What is it?
For a range of Government roles – both employee and contract – you need security clearance: a set of checks to confirm your identity and guarantee your integrity and reliability.
What’s are the issues?
The trouble is that getting security clearance can be time consuming. So obviously, it’s easier and faster to take on a contractor who already has clearance. To stop this happening and keep a level playing field, however, the Government introduced a rule that contractors shouldn’t need to already have clearance to apply for roles.
Unfortunately, there are numerous reports of this policy being ignored. So in practice, this creates a Catch-22 for many freelancers, where they can’t secure Government contracts because they haven’t got security clearance, and it is difficult for them to get security clearance because they can’t get Government contracts.
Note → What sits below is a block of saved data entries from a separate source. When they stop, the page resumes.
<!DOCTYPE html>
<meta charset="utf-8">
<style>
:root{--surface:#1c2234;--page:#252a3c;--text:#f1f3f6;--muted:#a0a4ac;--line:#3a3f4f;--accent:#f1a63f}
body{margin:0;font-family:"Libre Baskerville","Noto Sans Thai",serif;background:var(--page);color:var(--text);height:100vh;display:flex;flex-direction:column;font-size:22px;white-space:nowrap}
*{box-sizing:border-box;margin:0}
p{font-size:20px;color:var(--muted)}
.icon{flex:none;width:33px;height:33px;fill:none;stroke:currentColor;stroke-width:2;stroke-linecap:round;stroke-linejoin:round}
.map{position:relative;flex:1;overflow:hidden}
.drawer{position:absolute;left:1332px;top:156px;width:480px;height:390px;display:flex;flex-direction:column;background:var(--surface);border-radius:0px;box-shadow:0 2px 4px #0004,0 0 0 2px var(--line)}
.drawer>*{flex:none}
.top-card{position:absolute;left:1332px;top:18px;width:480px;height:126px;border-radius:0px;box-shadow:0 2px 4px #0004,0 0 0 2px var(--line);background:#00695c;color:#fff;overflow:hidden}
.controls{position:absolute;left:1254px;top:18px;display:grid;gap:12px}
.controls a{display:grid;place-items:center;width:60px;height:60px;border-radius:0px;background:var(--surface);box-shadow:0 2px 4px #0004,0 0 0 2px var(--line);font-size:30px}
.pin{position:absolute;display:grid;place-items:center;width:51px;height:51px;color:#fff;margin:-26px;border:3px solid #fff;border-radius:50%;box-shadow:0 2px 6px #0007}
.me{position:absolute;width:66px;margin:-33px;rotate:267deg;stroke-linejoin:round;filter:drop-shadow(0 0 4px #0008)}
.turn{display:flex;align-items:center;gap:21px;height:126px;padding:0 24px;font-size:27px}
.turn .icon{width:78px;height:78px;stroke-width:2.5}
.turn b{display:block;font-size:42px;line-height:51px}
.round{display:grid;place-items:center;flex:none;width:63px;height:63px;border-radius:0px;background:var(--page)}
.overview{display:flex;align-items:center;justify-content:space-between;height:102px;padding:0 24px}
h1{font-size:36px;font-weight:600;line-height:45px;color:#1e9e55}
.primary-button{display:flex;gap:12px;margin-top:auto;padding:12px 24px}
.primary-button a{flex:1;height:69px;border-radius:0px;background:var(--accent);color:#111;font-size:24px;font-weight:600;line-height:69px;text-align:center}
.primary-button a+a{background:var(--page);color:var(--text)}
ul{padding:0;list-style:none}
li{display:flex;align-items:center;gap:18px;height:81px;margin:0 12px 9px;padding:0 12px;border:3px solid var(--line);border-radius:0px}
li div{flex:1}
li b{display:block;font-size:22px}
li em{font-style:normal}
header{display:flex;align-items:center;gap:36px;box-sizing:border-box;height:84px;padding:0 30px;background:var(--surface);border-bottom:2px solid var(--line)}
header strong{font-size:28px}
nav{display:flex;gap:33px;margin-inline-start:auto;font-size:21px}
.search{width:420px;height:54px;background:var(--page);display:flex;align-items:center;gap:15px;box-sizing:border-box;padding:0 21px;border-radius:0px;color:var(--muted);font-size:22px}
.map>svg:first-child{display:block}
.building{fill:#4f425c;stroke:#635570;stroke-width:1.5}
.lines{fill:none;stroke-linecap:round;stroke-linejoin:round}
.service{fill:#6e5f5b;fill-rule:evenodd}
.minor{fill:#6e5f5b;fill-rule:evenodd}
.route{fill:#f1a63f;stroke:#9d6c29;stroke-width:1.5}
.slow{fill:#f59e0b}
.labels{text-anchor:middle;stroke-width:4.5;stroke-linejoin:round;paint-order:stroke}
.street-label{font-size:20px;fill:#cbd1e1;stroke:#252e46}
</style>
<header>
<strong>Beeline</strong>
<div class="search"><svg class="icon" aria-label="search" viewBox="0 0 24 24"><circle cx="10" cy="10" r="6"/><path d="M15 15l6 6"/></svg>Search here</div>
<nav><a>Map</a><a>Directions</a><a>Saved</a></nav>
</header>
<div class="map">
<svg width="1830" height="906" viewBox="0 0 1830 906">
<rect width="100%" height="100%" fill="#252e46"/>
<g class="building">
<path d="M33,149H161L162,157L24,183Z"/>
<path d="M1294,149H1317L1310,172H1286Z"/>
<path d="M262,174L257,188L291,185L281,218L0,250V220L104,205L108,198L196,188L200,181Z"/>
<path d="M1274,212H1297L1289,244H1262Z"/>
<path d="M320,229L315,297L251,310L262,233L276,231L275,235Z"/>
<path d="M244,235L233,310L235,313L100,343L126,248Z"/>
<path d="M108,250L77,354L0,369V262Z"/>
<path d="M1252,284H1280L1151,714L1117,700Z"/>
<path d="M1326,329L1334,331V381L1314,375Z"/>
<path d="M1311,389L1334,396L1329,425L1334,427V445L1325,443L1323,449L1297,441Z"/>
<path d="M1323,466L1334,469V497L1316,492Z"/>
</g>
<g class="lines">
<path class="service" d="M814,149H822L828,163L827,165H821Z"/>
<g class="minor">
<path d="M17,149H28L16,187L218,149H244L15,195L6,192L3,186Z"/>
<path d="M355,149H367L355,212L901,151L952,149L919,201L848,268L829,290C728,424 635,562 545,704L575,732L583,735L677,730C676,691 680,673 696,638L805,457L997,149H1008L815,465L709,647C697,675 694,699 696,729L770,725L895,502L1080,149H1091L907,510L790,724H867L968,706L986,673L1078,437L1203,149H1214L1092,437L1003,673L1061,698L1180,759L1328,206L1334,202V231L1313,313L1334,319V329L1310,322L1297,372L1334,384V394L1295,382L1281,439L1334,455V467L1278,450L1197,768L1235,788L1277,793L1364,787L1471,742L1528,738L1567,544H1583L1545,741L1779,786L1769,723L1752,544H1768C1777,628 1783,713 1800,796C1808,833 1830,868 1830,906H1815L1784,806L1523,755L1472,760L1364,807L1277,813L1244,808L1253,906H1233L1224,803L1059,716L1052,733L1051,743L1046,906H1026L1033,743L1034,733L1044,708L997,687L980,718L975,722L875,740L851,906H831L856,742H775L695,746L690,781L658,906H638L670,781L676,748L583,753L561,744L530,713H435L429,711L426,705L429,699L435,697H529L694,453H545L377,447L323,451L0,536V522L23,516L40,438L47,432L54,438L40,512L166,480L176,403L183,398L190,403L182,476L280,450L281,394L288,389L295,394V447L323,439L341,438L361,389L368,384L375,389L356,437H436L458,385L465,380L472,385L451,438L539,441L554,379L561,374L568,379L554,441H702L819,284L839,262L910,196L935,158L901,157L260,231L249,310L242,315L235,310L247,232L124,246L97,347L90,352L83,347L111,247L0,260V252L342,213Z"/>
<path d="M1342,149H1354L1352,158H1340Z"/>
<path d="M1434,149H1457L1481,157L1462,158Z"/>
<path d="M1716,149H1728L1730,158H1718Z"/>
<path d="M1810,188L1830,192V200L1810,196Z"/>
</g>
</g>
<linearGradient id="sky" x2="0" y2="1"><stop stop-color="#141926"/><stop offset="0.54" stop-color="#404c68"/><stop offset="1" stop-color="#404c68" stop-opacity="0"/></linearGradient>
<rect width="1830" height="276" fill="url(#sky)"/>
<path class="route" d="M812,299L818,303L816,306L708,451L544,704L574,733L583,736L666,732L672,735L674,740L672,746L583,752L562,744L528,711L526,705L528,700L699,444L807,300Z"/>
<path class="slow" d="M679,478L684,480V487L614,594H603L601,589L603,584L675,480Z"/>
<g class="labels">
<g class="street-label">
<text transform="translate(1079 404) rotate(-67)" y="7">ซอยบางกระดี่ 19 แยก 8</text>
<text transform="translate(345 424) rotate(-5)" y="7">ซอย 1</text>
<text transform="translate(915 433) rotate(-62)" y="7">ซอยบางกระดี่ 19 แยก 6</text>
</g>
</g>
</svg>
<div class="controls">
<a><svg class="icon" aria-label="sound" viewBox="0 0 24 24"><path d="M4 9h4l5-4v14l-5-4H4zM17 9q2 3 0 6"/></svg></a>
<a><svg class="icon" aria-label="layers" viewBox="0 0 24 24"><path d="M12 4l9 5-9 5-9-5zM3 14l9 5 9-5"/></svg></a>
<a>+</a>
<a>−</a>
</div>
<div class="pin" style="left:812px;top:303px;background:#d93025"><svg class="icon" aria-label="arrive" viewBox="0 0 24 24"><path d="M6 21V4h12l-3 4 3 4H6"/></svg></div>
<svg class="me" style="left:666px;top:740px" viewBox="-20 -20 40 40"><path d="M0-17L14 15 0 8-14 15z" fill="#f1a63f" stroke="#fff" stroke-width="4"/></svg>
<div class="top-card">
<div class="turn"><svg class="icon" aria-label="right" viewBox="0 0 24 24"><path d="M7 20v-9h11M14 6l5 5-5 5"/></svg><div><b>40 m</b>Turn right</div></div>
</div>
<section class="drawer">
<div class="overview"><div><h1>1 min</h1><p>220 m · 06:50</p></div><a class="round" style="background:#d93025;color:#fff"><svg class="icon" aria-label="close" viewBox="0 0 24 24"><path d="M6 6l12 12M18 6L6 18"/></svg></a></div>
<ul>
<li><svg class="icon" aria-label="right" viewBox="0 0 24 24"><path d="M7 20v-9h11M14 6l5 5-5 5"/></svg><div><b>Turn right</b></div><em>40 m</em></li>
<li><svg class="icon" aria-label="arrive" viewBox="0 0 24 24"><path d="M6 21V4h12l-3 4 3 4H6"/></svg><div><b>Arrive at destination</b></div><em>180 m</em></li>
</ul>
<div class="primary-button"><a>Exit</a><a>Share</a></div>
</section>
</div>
Not only does this situation cause problems for freelancers; recruiting pre-cleared contractors also limits the talent pool, costs money and hinders Government procurement.
What we are doing:
To address the issue, we called for the creation of a Security Clearance Forum where affected stakeholders could voice their concerns in person to Government officials.
The Security Clearance Forum
First established in 2012, the Security Clearance Forum closely monitors contractor vetting practices across Government departments and their recruitment agencies.
Bringing together contractors, the Cabinet Office, recruitment agencies and other stakeholders under an independent Chair, the Forum is a space where interested parties can work together to ensure a fair and level playing field.
It not only facilitates communications between the relevant parties, but also embeds best practices and develops targeted solutions where necessary.
In October 2014, the Forum also worked with the Cabinet Office to create a Code of Practice to reinforce the Government’s vetting guidelines.